In our last post, we covered the female elephant in the room: Given women's longer expected lifespans, it's vital for women to participate in the household's financial and estate planning interests. A newly published White House report, "The Effects of Conflicted Investment Advice on Retirement Savings," sets the stage for another important discussion about your family's retirement planning and how the same longevity issues matter here as well.
First, Let's Talk About Fiduciary Advice
Let's talk about that White House report and its connection to women's retirement planning. This may seem like a digression, but bear with us. We'll connect the dots before we're through.
Citing evidence from more than 50 independent resources, including dozens of peer-reviewed academic studies, the report estimated that retirement investors may be losing an aggregate of $8–$17 billion each year from conflicted advice. What do they mean by that? "Conflicted payments are payments to the adviser that depend on actions taken by the advisee," explains the report, and lists an abundance of such practices, including revenue-sharing, 12b-1 sales fees, front-end and back-end sales loads, commissions on products sold, and additional incentives for recommending one product over another.
In other words, much of the most common retirement planning advice available to families comes from the brokerage community, whose representatives can and do are paid more or less depending on which products you, the unwary "advisee," agree to invest in. We say "unwary," because a broker, who is subject to a less-stringent advisory standard, is NOT required to disclose incentive-based conflicts of interest when making his or her recommendations to you.
You may find this difficult to believe. If so, you aren't alone. Take this illustration of a couple in their 70s, the Toffels, who were featured in a New York Times exposé, "Before the Advice, Check Out the Adviser." The article describes how the Toffels were sold a variable annuity for their $650,000 life savings, with annual costs exceeding 4 percent, plus a 7 percent surrender charge that effectively trapped the Toffels into the overpriced holding. Consider this in the context of a typical, no-frills index fund costing less than 0.25 percent, with no surrender charge. The article points out: "Like many consumers, [the Toffels] say they didn't realize that their broker wasn't required to follow the most stringent requirement for financial professionals, known as the fiduciary standard."

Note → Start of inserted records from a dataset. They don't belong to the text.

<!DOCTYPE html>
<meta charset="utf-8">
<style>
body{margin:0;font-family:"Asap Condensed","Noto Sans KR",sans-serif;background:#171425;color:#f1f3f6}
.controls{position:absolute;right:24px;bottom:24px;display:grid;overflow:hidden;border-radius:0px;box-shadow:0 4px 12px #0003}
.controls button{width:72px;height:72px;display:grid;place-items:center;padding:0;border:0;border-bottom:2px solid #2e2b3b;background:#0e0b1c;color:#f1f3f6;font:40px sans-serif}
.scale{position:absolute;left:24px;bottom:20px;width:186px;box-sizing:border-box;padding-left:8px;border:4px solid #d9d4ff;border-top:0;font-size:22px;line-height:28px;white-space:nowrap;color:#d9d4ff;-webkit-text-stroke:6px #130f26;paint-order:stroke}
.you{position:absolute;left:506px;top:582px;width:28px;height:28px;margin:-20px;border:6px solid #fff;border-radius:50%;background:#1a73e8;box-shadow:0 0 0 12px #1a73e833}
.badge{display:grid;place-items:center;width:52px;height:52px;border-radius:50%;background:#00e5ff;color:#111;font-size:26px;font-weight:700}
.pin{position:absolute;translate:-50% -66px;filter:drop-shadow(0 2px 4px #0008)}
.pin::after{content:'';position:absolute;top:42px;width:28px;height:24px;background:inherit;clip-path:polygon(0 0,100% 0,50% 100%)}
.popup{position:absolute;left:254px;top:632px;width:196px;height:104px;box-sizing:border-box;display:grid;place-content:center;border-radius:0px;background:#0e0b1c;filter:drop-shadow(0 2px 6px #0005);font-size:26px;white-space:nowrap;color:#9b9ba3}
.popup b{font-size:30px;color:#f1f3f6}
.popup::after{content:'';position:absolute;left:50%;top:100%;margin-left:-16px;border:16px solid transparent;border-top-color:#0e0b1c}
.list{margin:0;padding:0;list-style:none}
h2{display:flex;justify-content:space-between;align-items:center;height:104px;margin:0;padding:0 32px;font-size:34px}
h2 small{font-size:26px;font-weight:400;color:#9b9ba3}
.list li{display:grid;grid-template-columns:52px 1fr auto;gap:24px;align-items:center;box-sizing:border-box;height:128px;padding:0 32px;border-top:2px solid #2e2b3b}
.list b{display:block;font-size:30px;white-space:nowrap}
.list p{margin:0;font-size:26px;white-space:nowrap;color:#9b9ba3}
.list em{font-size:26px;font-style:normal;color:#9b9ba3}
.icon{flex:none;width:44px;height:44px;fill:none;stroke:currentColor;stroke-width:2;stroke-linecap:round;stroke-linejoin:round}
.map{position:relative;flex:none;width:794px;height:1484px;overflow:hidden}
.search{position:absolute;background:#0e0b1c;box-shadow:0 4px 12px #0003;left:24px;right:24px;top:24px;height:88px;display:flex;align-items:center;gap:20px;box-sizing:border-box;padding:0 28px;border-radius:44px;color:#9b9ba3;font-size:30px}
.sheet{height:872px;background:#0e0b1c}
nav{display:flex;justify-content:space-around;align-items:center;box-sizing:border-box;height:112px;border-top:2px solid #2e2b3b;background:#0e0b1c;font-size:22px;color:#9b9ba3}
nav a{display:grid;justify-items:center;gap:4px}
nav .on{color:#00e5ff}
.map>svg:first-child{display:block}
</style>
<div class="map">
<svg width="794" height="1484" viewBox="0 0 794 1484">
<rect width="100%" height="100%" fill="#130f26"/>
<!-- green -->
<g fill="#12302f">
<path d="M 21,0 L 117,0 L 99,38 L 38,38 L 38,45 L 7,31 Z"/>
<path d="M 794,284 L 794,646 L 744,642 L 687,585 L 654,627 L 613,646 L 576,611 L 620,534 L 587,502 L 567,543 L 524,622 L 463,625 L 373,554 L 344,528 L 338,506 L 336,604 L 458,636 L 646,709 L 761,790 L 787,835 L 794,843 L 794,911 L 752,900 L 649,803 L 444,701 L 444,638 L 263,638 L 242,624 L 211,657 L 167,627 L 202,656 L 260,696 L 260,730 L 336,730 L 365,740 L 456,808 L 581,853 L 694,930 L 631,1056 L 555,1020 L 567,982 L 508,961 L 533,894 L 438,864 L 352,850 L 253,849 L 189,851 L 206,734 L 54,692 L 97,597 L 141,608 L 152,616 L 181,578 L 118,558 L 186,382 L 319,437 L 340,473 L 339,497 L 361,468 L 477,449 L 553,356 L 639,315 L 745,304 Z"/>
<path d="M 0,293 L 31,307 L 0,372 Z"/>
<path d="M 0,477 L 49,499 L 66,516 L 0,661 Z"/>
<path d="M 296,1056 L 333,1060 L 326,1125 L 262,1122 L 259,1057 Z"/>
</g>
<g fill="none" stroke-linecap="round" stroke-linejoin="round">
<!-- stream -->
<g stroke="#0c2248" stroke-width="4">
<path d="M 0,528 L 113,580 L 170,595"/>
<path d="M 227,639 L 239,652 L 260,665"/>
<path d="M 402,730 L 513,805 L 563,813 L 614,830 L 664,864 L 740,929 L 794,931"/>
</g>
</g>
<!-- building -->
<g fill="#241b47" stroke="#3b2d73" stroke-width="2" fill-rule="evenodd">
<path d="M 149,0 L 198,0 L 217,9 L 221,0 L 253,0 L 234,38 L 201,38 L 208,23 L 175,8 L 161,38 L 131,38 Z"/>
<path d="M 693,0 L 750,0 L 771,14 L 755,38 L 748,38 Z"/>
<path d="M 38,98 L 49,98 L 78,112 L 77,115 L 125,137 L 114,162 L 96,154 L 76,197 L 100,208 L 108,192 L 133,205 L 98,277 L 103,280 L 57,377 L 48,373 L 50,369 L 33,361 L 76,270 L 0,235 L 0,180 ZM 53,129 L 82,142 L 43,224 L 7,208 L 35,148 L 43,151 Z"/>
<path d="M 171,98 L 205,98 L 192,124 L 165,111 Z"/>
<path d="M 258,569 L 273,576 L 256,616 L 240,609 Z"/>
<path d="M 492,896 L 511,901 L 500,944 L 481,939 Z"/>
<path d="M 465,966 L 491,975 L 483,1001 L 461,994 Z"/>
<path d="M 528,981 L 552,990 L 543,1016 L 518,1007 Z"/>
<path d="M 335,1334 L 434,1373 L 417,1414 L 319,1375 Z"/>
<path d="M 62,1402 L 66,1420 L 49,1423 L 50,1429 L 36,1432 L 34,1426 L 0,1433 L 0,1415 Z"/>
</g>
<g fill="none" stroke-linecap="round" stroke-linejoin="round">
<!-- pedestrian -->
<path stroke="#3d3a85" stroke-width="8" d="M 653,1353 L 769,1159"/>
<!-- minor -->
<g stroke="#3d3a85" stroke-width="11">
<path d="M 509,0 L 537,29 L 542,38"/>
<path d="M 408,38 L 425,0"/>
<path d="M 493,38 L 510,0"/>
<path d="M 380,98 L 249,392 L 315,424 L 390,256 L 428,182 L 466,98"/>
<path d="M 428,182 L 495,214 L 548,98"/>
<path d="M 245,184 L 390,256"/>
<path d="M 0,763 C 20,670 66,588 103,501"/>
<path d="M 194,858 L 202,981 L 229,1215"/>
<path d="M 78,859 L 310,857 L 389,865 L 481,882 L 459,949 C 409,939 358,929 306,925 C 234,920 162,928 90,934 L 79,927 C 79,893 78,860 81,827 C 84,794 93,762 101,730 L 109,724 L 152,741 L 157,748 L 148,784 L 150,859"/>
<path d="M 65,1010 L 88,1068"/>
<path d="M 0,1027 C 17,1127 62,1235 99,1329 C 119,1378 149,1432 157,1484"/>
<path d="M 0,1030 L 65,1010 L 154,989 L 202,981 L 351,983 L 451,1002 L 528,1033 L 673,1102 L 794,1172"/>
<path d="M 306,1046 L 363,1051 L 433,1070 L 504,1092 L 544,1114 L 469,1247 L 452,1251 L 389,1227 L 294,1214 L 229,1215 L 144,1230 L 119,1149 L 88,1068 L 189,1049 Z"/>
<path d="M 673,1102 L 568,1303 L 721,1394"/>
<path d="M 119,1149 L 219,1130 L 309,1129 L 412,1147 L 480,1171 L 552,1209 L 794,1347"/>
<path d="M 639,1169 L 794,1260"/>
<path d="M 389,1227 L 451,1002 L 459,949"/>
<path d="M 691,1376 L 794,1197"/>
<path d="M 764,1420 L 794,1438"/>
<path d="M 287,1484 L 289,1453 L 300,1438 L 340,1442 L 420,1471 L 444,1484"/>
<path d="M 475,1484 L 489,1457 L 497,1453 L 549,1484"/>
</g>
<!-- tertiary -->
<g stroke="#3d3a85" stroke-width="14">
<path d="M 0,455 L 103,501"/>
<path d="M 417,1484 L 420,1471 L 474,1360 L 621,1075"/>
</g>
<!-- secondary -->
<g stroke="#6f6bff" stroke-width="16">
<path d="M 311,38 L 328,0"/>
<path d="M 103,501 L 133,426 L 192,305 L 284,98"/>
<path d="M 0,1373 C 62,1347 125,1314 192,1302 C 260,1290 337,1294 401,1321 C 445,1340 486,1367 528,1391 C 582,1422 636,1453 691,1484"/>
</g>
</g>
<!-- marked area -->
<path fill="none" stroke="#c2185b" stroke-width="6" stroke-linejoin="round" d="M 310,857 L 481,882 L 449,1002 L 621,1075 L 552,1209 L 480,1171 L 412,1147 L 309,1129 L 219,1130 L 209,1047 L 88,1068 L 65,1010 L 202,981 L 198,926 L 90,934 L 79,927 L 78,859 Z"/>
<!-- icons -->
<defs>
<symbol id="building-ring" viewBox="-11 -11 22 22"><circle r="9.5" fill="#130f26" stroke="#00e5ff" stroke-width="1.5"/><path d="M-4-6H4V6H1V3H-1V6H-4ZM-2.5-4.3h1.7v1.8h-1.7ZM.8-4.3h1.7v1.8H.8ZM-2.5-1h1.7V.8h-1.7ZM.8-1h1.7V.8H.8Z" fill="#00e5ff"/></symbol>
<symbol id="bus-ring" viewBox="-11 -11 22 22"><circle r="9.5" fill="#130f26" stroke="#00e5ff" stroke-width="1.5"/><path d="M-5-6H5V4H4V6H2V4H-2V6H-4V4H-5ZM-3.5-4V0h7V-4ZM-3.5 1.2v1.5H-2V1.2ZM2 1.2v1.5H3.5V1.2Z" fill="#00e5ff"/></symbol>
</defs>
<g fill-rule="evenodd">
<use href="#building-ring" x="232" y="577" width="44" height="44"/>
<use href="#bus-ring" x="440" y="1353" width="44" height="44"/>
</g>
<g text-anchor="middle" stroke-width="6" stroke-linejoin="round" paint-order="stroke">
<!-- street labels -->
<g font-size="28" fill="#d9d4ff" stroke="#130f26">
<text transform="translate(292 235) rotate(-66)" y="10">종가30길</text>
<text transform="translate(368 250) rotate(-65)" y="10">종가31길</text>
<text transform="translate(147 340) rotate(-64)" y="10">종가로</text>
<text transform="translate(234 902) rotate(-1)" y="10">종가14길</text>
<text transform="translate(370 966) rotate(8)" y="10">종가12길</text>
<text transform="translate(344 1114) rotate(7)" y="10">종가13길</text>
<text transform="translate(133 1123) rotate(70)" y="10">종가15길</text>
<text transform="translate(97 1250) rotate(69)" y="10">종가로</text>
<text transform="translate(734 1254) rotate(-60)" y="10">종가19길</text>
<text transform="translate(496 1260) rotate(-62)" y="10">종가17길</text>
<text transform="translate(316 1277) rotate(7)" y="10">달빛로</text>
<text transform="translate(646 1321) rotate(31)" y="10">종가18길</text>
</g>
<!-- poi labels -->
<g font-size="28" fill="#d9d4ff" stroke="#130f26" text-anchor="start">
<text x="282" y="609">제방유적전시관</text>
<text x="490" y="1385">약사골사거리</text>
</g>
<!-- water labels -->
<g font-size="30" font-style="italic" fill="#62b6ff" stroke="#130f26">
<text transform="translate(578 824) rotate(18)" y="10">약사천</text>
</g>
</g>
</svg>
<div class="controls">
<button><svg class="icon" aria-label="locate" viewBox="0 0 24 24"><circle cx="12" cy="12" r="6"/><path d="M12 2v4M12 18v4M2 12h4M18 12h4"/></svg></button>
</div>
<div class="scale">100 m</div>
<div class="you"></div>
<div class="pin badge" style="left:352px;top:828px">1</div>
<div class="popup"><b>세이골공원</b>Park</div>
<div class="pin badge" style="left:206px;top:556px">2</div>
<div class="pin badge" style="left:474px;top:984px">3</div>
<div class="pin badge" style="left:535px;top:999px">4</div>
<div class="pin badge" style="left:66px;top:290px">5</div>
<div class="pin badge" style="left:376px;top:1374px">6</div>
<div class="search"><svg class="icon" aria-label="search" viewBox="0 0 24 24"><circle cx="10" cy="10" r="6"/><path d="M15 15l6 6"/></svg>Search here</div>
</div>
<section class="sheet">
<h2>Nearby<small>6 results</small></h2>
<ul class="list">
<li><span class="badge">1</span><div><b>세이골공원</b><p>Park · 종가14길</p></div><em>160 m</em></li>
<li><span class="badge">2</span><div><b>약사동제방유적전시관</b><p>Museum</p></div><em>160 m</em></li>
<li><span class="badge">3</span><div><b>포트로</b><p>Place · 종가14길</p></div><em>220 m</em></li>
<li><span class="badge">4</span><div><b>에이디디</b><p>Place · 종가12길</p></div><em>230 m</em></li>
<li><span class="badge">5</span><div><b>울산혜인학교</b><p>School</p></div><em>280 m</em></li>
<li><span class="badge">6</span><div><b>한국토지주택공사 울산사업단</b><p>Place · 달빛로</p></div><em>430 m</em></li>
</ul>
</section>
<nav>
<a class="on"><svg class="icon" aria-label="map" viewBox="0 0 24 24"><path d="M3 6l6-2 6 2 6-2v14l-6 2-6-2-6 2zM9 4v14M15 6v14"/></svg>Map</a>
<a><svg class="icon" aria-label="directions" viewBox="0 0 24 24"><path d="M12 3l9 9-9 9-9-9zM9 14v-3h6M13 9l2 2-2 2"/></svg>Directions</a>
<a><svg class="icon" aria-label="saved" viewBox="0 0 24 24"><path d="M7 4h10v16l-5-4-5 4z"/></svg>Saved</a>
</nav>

That is why it behooves families in general and women in particular to turn to a fiduciary investment advisor whose legal duty is to always advise strictly according to the client's highest financial interests, ahead of any such conflicts of interest – and to disclose any and all conflicts of interest that may exist in the firm's Form ADV.
Why Women in Particular?
Nobody wants or can afford to lose unnecessary chunks of their retirement savings to excessive, often opaque expenses. But for women, the concern is even greater. An abundance of well-publicized evidence informs us that women face a tougher uphill battle in accumulating and preserving their retirement wealth to begin with. Women don't tend to be in the work force for as long, and their earning power tends to be lower. On top of that, as we've already touched on, women tend to live longer than men. To point to one resource out of many substantiating these data points, the AARP Public Policy Institute offers this fact sheet: An Uphill Climb: Women Face Greater Obstacles to Retirement Security.
Bottom line, for estate planning and retirement planning alike, it's critical to ensure that a woman and her family is prepared for the likelihood that she will be the one who is in it for the longer haul. That includes ensuring that during her earning years and into retirement she is not paying more than is necessary for her investment experience. Combine the general challenges inherent to retirement investing with a woman's additional career and lifetime hurdles, and we've now connected the dots back to the advisability of seeking a fiduciary advisor to help her keep a tight and informed rein on her retirement wealth.